Master Ken Nessworthy


----------



## xpoc454 (Jul 24, 2006)

Im a white belt currently but this is at least what Ive seen.
In my dojang our belt progression is:

10th gup - White
9th gup - yellow
8th gup - orange with/ one stripe
7th gup - orange with/ two stripe
6th gup - Green
5th gup - Green w/one stripe
4th gup - Green w/two stripes
3rd gup - Red
2nd gup - Red w/one stripe
1st gup - Red w/two stripes
1st dan - Midnight blue
(I belive if you progress past this there may be a white stripe down the lengthwise to signify something.) 

I believe the adults skip the yellow for us.
I also belive but am not positive


----------



## Komah (Nov 24, 2006)

tsdclaflin said:


> Does your school use the brown belt between green and red?
> 
> Do you have "cho dan bo" between 1st gup and 1st black?
> 
> ...


 

No ours is:

10 White
9 Yellow
8 Orange
7 Orange (1 stripe)
6 Green
5 Green (1 stripe)
4 Green ( 2 stripes)
3 Red
2 Red (1 stripe)
1 Red (2 stripes)
Pre Cho Dan (Red w/ 3 stripes)
Black


----------



## JT_the_Ninja (Jan 11, 2007)

Komah's is closest to mine, it seems:

10 - White 
 9 -Yellow 
 8 - Orange
 7 - Orange w/ green stripe
 6 - Green
 5 - Green w/ 1 red stripe
 4 - Green w/ 2 red stripes
 3 - Red
 2 - Red w/ 1 blue stripe
 1 - Red w/ 2 blue stripes
1st pretest - Red w/ 3 blue stripes
2nd pretest - Red w/ 4 blue stripes
cho dan - midnight blue
ee dan - midnight blue w/ 2 white stripes 
sam dan - midnight blue w/ 3 white stripes
sa dan and above - midnight blue w/ red stripe down middle

Looks like a lot of subdivision, and it is, but there's a lot of time, once you get to upper ranks. Tests from 10th gup to 3rd gup have 3 months in between them, but once you become a red belt, it's 6 months in between tests. And once you're a "black" belt (really midnight blue, I know), it's even longer. Takes 2 years, minimum, to get to ee dan level. Which is why I'm only ee dan now, when I've been at it for going on 8 years. Gotta love that, when compared to McDojos where you can get a black belt in a year. 
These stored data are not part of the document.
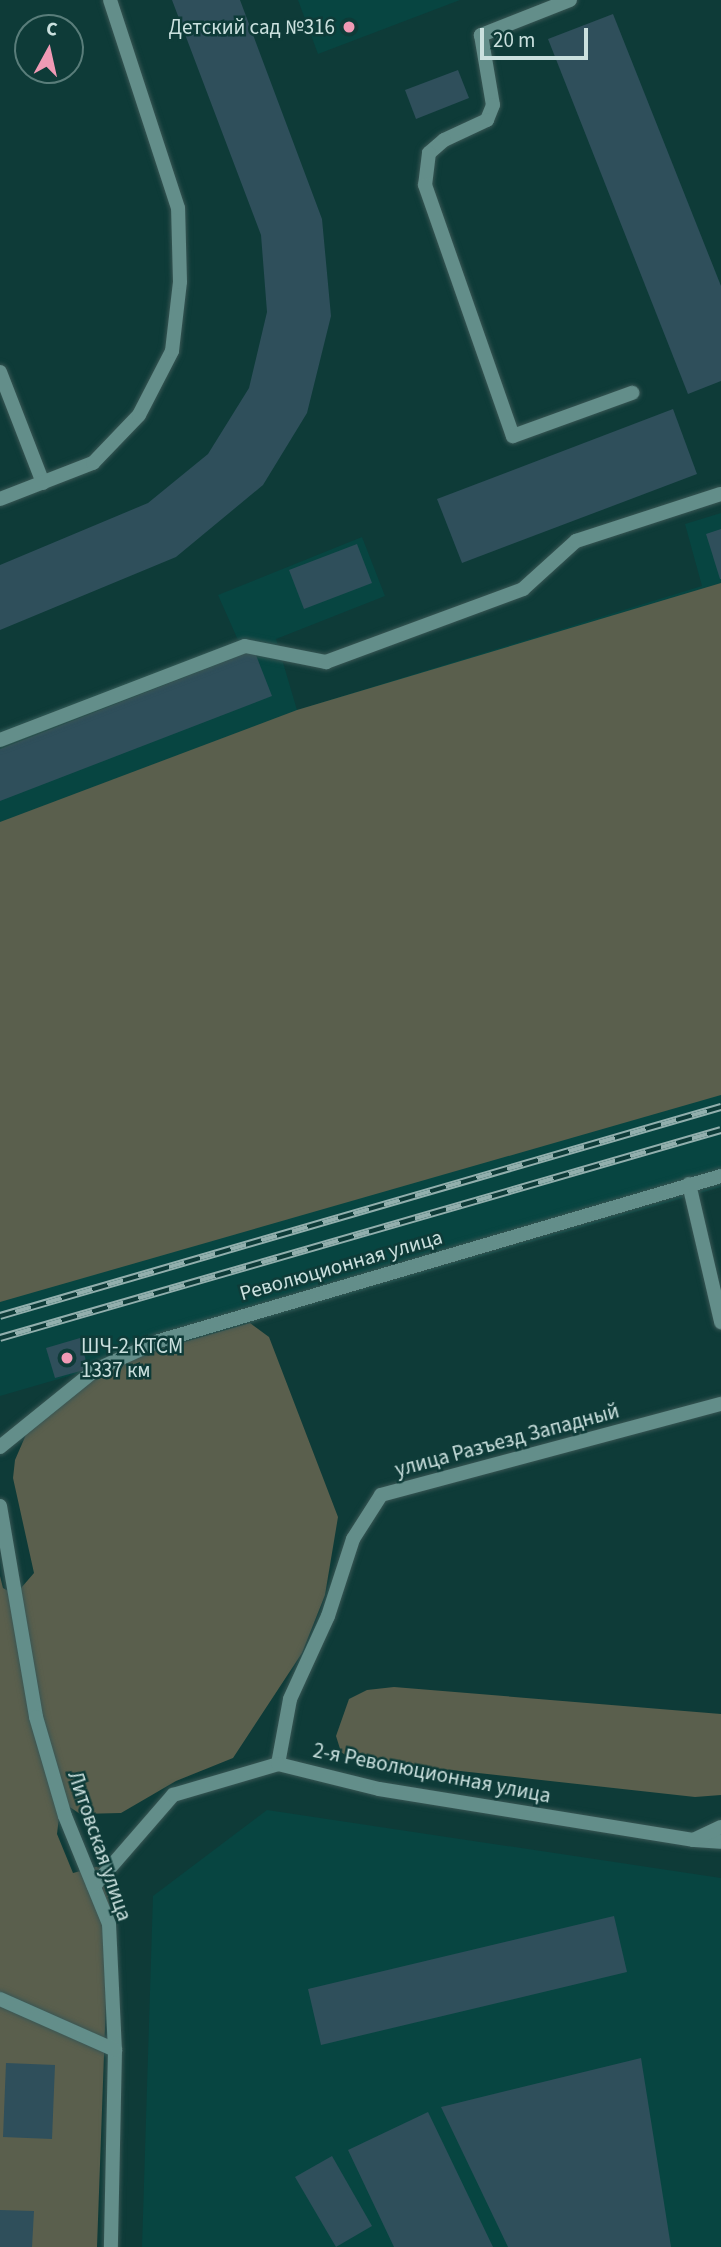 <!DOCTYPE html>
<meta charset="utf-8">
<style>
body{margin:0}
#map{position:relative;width:721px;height:2247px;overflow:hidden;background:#0e3b38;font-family:"Source Sans 3",sans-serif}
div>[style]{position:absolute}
.built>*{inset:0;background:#074541}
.green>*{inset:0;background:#5a5f4d}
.building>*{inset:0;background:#2f4f5b}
.roads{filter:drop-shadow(0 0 2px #395654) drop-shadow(0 0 2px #395654)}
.service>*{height:14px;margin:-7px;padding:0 7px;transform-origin:7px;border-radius:7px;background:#638e8a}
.minor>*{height:14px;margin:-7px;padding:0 7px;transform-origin:7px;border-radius:7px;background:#638e8a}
.rail>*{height:8px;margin-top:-4px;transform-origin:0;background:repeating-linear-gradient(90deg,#0e3b38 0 16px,#92afad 0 32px);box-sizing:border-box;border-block:2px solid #92afad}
.dots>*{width:19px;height:19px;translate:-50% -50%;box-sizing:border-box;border:4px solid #0e3b38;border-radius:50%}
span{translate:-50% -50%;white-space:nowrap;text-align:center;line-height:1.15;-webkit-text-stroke:5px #0e3b38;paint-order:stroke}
.poi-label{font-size:21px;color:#cae0de}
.right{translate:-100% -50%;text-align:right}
.left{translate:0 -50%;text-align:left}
.street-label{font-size:21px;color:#cae0de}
.north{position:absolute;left:14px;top:14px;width:70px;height:70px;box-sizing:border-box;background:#0e3b38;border:2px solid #597d7a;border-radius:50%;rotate:8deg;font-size:19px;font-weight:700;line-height:28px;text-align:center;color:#cae0de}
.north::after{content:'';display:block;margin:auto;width:24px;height:32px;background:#f09ab5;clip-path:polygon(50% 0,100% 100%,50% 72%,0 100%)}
.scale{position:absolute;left:480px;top:28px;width:108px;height:32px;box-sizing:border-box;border:4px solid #cae0de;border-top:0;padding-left:9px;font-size:21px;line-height:24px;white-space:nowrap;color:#cae0de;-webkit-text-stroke:5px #0e3b38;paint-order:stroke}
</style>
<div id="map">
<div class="built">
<div style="clip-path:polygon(298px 0,460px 0,318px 54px)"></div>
<div style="clip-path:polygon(721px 513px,721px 1187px,0 1396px,0 730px,238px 640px,218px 595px,362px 537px,385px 596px,276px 639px,297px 710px,702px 586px,685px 524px)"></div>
<div style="clip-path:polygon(267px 1810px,721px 1878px,721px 2247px,142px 2247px,153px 1896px)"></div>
</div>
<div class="green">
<div style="clip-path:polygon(721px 583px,721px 1095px,0 1302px,0 822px,297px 710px)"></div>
<div style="clip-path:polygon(250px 1323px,269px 1337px,338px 1517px,325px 1595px,302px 1653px,233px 1758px,176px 1781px,121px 1813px,80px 1814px,61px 1801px,57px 1834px,73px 1873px,111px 1863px,97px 2247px,0 2247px,0 1576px,3px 1588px,15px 1595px,34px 1573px,13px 1478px,15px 1460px,34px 1416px,105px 1365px)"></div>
<div style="clip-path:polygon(394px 1687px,721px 1714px,721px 1795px,695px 1797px,351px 1759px,341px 1752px,336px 1736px,349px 1699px,367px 1690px)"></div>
</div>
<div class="building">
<div style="clip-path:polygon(172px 0,240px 0,322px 219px,331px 316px,307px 413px,263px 485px,176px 557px,0 630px,0 565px,148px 503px,208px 454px,249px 388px,267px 312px,261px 235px)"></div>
<div style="clip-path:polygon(613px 14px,721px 286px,721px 381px,688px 394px,548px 39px)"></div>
<div style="clip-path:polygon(458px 70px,469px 98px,416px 119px,405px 90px)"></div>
<div style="clip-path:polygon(673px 409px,697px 474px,462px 563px,437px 499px)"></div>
<div style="clip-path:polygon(721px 529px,721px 579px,720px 579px,706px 534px)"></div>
<div style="clip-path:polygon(357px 544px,372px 583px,304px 609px,289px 570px)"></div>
<div style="clip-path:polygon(254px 650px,272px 696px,0 801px,0 749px)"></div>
<div style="clip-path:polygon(80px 1338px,88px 1369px,55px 1378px,46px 1348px)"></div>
<div style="clip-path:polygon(614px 1916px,627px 1972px,321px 2045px,308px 1989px)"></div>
<div style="clip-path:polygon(641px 2058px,671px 2247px,508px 2247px,441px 2107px)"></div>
<div style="clip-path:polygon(6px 2063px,55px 2065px,52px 2139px,3px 2137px)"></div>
<div style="clip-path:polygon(428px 2112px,493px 2247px,394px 2247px,348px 2150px)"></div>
<div style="clip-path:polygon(332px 2156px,372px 2226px,336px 2247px,295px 2177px)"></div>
<div style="clip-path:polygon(0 2210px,34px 2211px,32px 2247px,0 2247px)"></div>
</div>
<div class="roads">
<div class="service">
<div style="left:570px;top:0;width:96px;rotate:158.5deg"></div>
<div style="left:481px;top:35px;width:71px;rotate:80.3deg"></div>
<div style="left:493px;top:105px;width:16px;rotate:112deg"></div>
<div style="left:487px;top:120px;width:47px;rotate:155.1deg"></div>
<div style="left:444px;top:140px;width:20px;rotate:139deg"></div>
<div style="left:429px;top:153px;width:32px;rotate:97deg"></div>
<div style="left:425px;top:185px;width:266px;rotate:70.7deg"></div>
<div style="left:513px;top:436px;width:127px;rotate:-19.9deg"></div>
<div style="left:0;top:372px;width:119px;rotate:68.8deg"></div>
<div style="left:0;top:499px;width:100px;rotate:-21.2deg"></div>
<div style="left:93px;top:463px;width:66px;rotate:-46.2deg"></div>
<div style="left:139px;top:415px;width:72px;rotate:-62.7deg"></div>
<div style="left:172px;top:351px;width:69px;rotate:-83.4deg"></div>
<div style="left:180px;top:282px;width:74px;rotate:-91.5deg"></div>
<div style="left:178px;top:208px;width:219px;rotate:-108.1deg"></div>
<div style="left:0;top:740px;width:262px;rotate:-21deg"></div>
<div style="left:245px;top:646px;width:83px;rotate:11.2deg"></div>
<div style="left:326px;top:662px;width:210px;rotate:-20.3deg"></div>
<div style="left:523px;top:589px;width:72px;rotate:-42.2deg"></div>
<div style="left:576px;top:541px;width:152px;rotate:-18deg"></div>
</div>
<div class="minor">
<div style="left:689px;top:1184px;width:142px;rotate:76.9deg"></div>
<div style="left:0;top:1447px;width:122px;rotate:-39deg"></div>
<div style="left:95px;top:1370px;width:70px;rotate:-24.4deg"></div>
<div style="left:159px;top:1341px;width:586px;rotate:-16.36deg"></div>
<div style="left:0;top:1506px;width:214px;rotate:80.3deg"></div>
<div style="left:36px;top:1717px;width:103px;rotate:73.7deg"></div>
<div style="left:65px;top:1816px;width:117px;rotate:67.8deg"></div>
<div style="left:109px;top:1924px;width:126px;rotate:87.3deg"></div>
<div style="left:115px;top:2050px;width:197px;rotate:91.2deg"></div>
<div style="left:278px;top:1764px;width:66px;rotate:-79.5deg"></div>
<div style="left:290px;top:1699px;width:91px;rotate:-65.4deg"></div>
<div style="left:328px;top:1616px;width:81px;rotate:-72deg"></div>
<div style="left:353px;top:1539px;width:52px;rotate:-57.5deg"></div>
<div style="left:381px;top:1495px;width:352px;rotate:-15deg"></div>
<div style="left:694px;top:1840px;width:27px;rotate:4deg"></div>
<div style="left:94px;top:1886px;width:121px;rotate:-49deg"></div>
<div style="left:173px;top:1795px;width:109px;rotate:-16.4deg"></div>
<div style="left:278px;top:1764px;width:104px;rotate:13.9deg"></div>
<div style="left:379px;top:1789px;width:318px;rotate:9.2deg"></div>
<div style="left:693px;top:1840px;width:31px;rotate:-25deg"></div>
<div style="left:0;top:1999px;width:126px;rotate:23.9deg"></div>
</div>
</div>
<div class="rail">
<div style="left:0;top:1316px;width:751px;rotate:-16.17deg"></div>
<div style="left:0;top:1338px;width:750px;rotate:-16.09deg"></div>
</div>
<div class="dots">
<div style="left:349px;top:27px;background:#f09ab5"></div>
<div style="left:67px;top:1358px;background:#f09ab5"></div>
</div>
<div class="poi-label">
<span class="right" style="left:335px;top:27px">Детский сад №316</span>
<span class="left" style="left:81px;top:1358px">ШЧ-2 КТСМ<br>1337 км</span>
</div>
<div class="street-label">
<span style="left:341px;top:1265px;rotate:-16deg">Революционная улица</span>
<span style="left:507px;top:1440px;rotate:-15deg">улица Разъезд Западный</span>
<span style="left:432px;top:1773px;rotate:11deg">2-я Революционная улица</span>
<span style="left:100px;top:1846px;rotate:71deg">Литовская улица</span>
</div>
<div class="north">С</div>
<div class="scale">20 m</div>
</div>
So why did the brown belt even start? No clue. Would make more sense to replace the 2 pretest levels with brown belt (save on tape, for one thing), since you wear the same red belt for so long (gotta wait a couple months before you even know if you passed your test for cho dan, much less get it).


----------